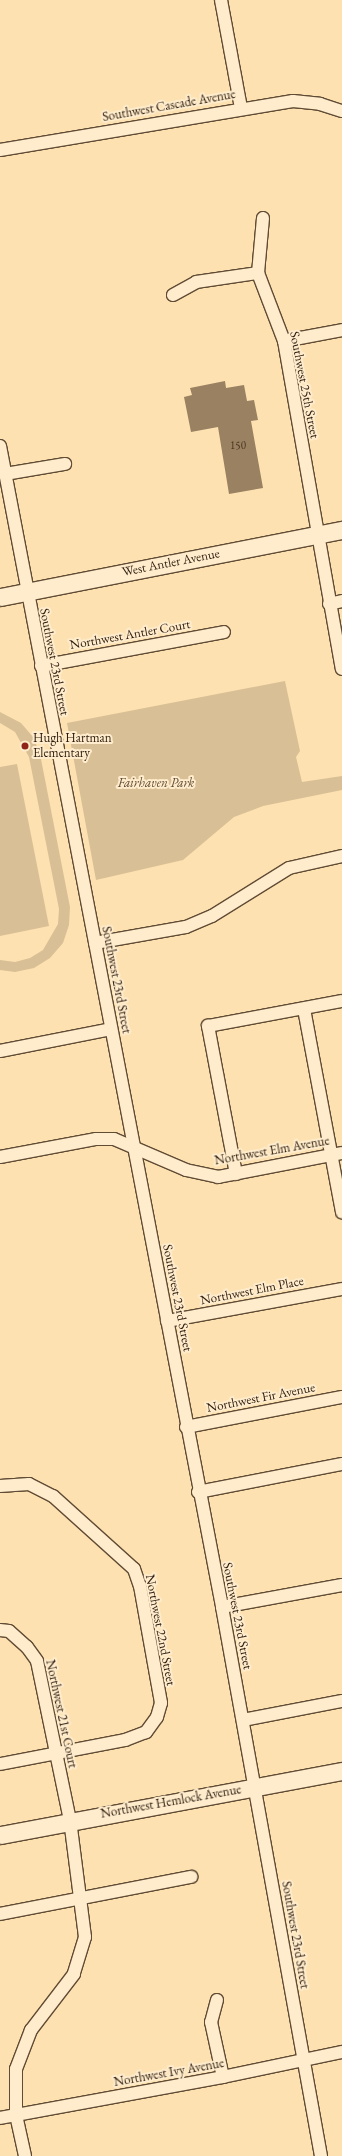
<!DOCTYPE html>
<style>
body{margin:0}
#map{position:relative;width:342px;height:2156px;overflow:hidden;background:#fde1b1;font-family:"EB Garamond",serif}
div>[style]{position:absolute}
.green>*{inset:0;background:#d9bf95}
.building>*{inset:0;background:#998161}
.roads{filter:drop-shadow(1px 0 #604b34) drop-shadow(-1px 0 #604b34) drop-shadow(0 1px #604b34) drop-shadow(0 -1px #604b34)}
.street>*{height:12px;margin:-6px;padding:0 6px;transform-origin:6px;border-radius:6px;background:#feeccc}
.secondary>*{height:17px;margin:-8.5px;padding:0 8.5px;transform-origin:8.5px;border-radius:8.5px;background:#feeccc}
.dots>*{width:11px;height:11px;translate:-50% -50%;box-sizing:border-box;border:2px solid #feeccc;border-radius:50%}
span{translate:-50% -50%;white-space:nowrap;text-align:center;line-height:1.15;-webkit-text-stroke:4px #feeccc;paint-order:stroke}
.number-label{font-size:11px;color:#473320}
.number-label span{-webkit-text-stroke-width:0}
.street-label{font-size:13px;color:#2c190b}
.poi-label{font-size:13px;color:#2c190b}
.left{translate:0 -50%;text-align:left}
.park-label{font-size:13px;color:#604b34;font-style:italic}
</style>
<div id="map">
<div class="green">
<i style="clip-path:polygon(285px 681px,300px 751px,296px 757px,302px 782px,342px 776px,342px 790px,263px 806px,234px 817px,183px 860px,96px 880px,67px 723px)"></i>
<i style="clip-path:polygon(0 712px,21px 723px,33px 737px,40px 754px,70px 907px,69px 925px,63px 943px,50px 958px,34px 968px,15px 972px,0 970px,0 960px,15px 962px,30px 958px,43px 950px,58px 924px,59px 909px,29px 757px,15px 732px,0 723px)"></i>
<i style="clip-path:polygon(17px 764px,49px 926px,0 936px,0 767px)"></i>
</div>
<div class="building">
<i style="clip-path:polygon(225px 381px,226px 388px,244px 385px,247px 401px,254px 400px,258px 420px,251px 421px,263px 488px,229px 494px,218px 427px,191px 432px,184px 397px,192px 395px,190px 388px)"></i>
</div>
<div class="roads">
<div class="street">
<i style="left:221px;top:0;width:110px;rotate:79.5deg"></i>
<i style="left:0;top:150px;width:297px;rotate:-9.5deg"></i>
<i style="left:293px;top:101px;width:27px;rotate:6deg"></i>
<i style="left:320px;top:104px;width:23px;rotate:18deg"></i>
<i style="left:263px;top:218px;width:55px;rotate:95.2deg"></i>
<i style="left:258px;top:273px;width:73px;rotate:69.1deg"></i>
<i style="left:284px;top:341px;width:333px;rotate:80deg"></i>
<i style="left:173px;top:295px;width:26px;rotate:-29deg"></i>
<i style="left:196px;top:282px;width:63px;rotate:-8.3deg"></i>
<i style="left:284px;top:341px;width:59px;rotate:-10.7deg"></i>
<i style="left:0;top:446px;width:1182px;rotate:79.17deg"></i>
<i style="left:222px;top:1607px;width:558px;rotate:79.78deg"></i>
<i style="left:5px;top:474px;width:61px;rotate:-9.5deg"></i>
<i style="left:329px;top:604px;width:13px;rotate:-13deg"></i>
<i style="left:41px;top:666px;width:186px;rotate:-10.5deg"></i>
<i style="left:95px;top:943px;width:92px;rotate:-10deg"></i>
<i style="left:186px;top:927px;width:28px;rotate:-23deg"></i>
<i style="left:212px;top:916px;width:91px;rotate:-31.9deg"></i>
<i style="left:289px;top:868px;width:54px;rotate:-12.8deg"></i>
<i style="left:304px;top:1009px;width:207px;rotate:79.4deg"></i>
<i style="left:0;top:1051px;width:113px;rotate:-11.2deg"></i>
<i style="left:0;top:1157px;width:98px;rotate:-10.6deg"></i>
<i style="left:96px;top:1139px;width:18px"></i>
<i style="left:114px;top:1139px;width:78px;rotate:23.3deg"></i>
<i style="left:186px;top:1170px;width:33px;rotate:12deg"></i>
<i style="left:218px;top:1177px;width:126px;rotate:-11deg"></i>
<i style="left:236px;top:1174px;width:151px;rotate:-100.7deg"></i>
<i style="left:208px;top:1026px;width:136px;rotate:-10.6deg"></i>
<i style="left:167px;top:1321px;width:178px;rotate:-10.4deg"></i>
<i style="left:186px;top:1427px;width:159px;rotate:-10.9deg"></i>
<i style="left:0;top:1486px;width:29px;rotate:-4deg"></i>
<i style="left:29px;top:1484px;width:27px;rotate:27deg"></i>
<i style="left:53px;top:1496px;width:109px;rotate:42deg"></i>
<i style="left:134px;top:1569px;width:18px;rotate:71deg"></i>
<i style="left:140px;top:1586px;width:119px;rotate:79.8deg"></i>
<i style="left:161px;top:1703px;width:15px;rotate:106deg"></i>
<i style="left:157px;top:1717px;width:19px;rotate:126deg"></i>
<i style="left:146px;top:1732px;width:22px;rotate:159deg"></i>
<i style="left:125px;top:1740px;width:127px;rotate:169.1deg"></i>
<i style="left:198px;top:1492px;width:147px;rotate:-11deg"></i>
<i style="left:222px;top:1607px;width:122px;rotate:-10.4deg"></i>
<i style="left:0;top:1630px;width:9px;rotate:6deg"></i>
<i style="left:9px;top:1631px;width:24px;rotate:42deg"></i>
<i style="left:27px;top:1647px;width:17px;rotate:54deg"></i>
<i style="left:37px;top:1661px;width:162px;rotate:78.3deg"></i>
<i style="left:70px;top:1820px;width:118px;rotate:82.7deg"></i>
<i style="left:85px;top:1937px;width:39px;rotate:107deg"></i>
<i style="left:74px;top:1974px;width:71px;rotate:127.5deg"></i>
<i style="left:31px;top:2030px;width:42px;rotate:111deg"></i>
<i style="left:16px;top:2069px;width:46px;rotate:90deg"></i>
<i style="left:16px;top:2115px;width:42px;rotate:77.6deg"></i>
<i style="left:243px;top:1720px;width:101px;rotate:-10.9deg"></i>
<i style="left:0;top:1914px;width:195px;rotate:-11deg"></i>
<i style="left:217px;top:2000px;width:23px;rotate:105deg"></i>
<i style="left:211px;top:2022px;width:56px;rotate:77.7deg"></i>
<i style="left:0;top:2118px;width:227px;rotate:-10.4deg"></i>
<i style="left:223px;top:2077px;width:122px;rotate:-11.9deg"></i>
</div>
<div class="secondary">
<i style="left:0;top:597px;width:349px;rotate:-11.1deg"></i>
<i style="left:0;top:1835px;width:348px;rotate:-10.6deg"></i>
</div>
</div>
<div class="dots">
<i style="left:25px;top:746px;background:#8f2418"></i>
</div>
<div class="number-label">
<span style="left:238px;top:445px">150</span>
</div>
<div class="street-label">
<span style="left:169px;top:106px;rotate:-10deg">Southwest Cascade Avenue</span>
<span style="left:304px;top:385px;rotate:79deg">Southwest 25th Street</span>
<span style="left:171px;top:563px;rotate:-11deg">West Antler Avenue</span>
<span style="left:130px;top:635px;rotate:-10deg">Northwest Antler Court</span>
<span style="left:54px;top:662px;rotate:79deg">Southwest 23rd Street</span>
<span style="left:116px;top:980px;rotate:79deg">Southwest 23rd Street</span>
<span style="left:272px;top:1151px;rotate:-10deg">Northwest Elm Avenue</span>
<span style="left:252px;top:1291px;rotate:-11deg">Northwest Elm Place</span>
<span style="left:177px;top:1298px;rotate:79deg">Southwest 23rd Street</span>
<span style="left:261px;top:1398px;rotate:-11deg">Northwest Fir Avenue</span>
<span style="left:237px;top:1616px;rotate:79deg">Southwest 23rd Street</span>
<span style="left:160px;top:1630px;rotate:79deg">Northwest 22nd Street</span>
<span style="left:61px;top:1714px;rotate:78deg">Northwest 21st Court</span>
<span style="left:171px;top:1802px;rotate:-10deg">Northwest Hemlock Avenue</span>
<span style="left:295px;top:1935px;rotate:80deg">Southwest 23rd Street</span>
<span style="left:169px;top:2073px;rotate:-10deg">Northwest Ivy Avenue</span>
</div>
<div class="poi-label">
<span class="left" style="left:33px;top:746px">Hugh Hartman<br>Elementary</span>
</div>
<div class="park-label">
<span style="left:156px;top:783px">Fairhaven Park</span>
</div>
</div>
.....
#### Task details
Set out exactly, and only, the lines between the first line of the listing and the line containing "0 #604b34) drop-shadow(-1px", counting both, while leaving every picture out.

#### Answer to the problem
<!DOCTYPE html>
<style>
body{margin:0}
#map{position:relative;width:342px;height:2156px;overflow:hidden;background:#fde1b1;font-family:"EB Garamond",serif}
div>[style]{position:absolute}
.green>*{inset:0;background:#d9bf95}
.building>*{inset:0;background:#998161}
.roads{filter:drop-shadow(1px 0 #604b34) drop-shadow(-1px 0 #604b34) drop-shadow(0 1px #604b34) drop-shadow(0 -1px #604b34)}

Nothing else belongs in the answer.